BEGIN Data
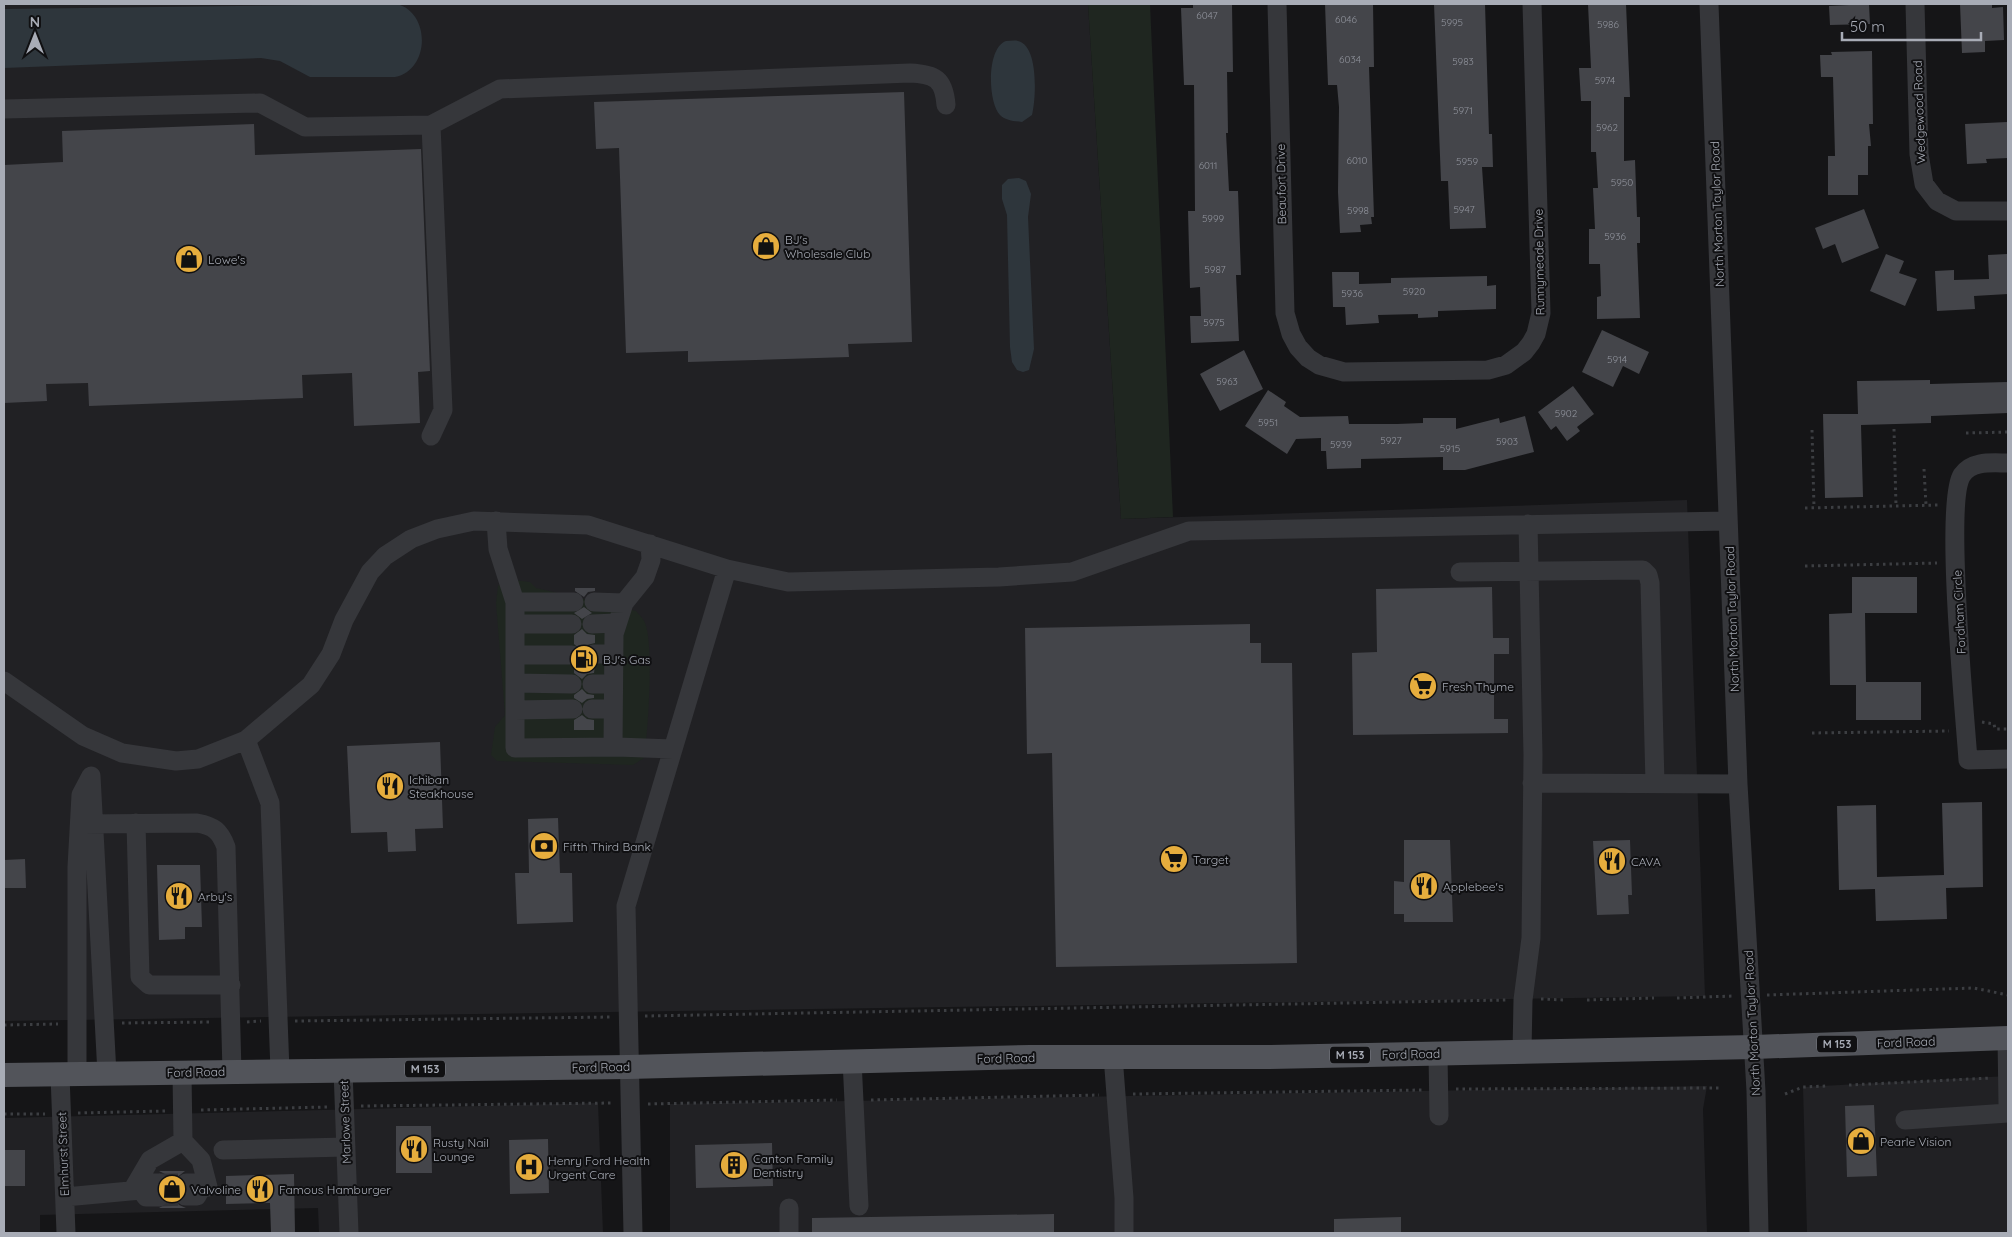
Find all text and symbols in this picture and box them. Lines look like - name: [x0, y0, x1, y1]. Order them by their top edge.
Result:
- house number: 6047: [1196, 9, 1218, 22]
- north arrow: [10, 10, 60, 60]
- scale bar: [1842, 10, 1981, 42]
- text: N: [30, 13, 40, 31]
- house number: 6046: [1335, 13, 1358, 26]
- house number: 5995: [1441, 16, 1463, 29]
- text: 50 m: [1850, 17, 1885, 36]
- house number: 5986: [1597, 18, 1620, 31]
- house number: 6034: [1339, 53, 1361, 66]
- house number: 5983: [1452, 55, 1474, 68]
- street label: Wedgewood Road: [1910, 60, 1928, 164]
- house number: 5974: [1595, 74, 1615, 87]
- house number: 5971: [1453, 104, 1473, 117]
- house number: 5962: [1596, 121, 1618, 134]
- street label: North Morton Taylor Road: [1707, 141, 1727, 287]
- street label: Beaufort Drive: [1273, 143, 1289, 224]
- house number: 6010: [1347, 154, 1368, 167]
- house number: 5959: [1456, 155, 1478, 168]
- house number: 6011: [1199, 159, 1217, 172]
- house number: 5950: [1611, 176, 1633, 189]
- house number: 5947: [1453, 203, 1475, 216]
- house number: 5998: [1347, 204, 1369, 217]
- street label: Runnymeade Drive: [1531, 208, 1547, 315]
- house number: 5999: [1202, 212, 1225, 225]
- house number: 5936: [1604, 230, 1626, 243]
- shop icon: BJ's Wholesale Club: [751, 231, 781, 261]
- place label: BJ's Wholesale Club: [785, 232, 870, 261]
- shop icon: Lowe's: [174, 244, 204, 274]
- place label: Lowe's: [208, 252, 246, 267]
- house number: 5987: [1204, 263, 1226, 276]
- house number: 5920: [1403, 285, 1425, 298]
- house number: 5936: [1341, 287, 1363, 300]
- house number: 5975: [1203, 316, 1225, 329]
- house number: 5914: [1607, 353, 1627, 366]
- house number: 5963: [1216, 375, 1238, 388]
- house number: 5902: [1555, 407, 1578, 420]
- house number: 5951: [1258, 416, 1278, 429]
- house number: 5927: [1380, 434, 1402, 447]
- house number: 5903: [1496, 435, 1518, 448]
- house number: 5939: [1330, 438, 1352, 451]
- house number: 5915: [1440, 442, 1460, 455]
- street label: North Morton Taylor Road: [1722, 546, 1742, 692]
- street label: Fordham Circle: [1949, 569, 1969, 654]
- fuel station icon: BJ's Gas: [569, 644, 599, 674]
- place label: BJ's Gas: [603, 652, 651, 667]
- supermarket icon: Fresh Thyme: [1408, 671, 1438, 701]
- place label: Fresh Thyme: [1442, 679, 1514, 694]
- restaurant icon: Ichiban Steakhouse: [375, 771, 405, 801]
- place label: Ichiban Steakhouse: [409, 772, 474, 801]
- bank icon: Fifth Third Bank: [529, 831, 559, 861]
- place label: Fifth Third Bank: [563, 839, 651, 854]
- supermarket icon: Target: [1159, 844, 1189, 874]
- restaurant icon: CAVA: [1597, 846, 1627, 876]
- place label: Target: [1193, 852, 1229, 867]
- place label: CAVA: [1631, 854, 1661, 869]
- restaurant icon: Applebee's: [1409, 871, 1439, 901]
- place label: Applebee's: [1443, 879, 1504, 894]
- restaurant icon: Arby's: [164, 881, 194, 911]
- place label: Arby's: [198, 889, 233, 904]
- street label: North Morton Taylor Road: [1741, 950, 1763, 1096]
- street label: Ford Road: [1876, 1033, 1936, 1051]
- road number: M 153: [1817, 1036, 1857, 1052]
- road number: M 153: [1330, 1046, 1370, 1064]
- street label: Ford Road: [1382, 1046, 1440, 1062]
- street label: Ford Road: [977, 1050, 1035, 1066]
- street label: Ford Road: [572, 1059, 630, 1075]
- road number: M 153: [405, 1060, 445, 1078]
- street label: Ford Road: [167, 1064, 225, 1080]
- street label: Marlowe Street: [336, 1080, 354, 1164]
- street label: Elmhurst Street: [54, 1111, 72, 1197]
- shop icon: Pearle Vision: [1846, 1126, 1876, 1156]
- restaurant icon: Rusty Nail Lounge: [399, 1134, 429, 1164]
- place label: Pearle Vision: [1880, 1134, 1951, 1149]
- place label: Rusty Nail Lounge: [433, 1135, 489, 1164]
- building icon: Canton Family Dentistry: [719, 1150, 749, 1180]
- place label: Canton Family Dentistry: [753, 1151, 833, 1180]
- hospital icon: Henry Ford Health Urgent Care: [514, 1152, 544, 1182]
- place label: Henry Ford Health Urgent Care: [548, 1153, 650, 1182]
- shop icon: Valvoline: [157, 1174, 187, 1204]
- restaurant icon: Famous Hamburger: [245, 1174, 275, 1204]
- place label: Valvoline: [191, 1182, 241, 1197]
- place label: Famous Hamburger: [279, 1182, 391, 1197]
END Data
◆ Work instructions: Your task is to list each line of the records with the word "Thyme".

◆ Written reply:
- supermarket icon: Fresh Thyme: [1408, 671, 1438, 701]
- place label: Fresh Thyme: [1442, 679, 1514, 694]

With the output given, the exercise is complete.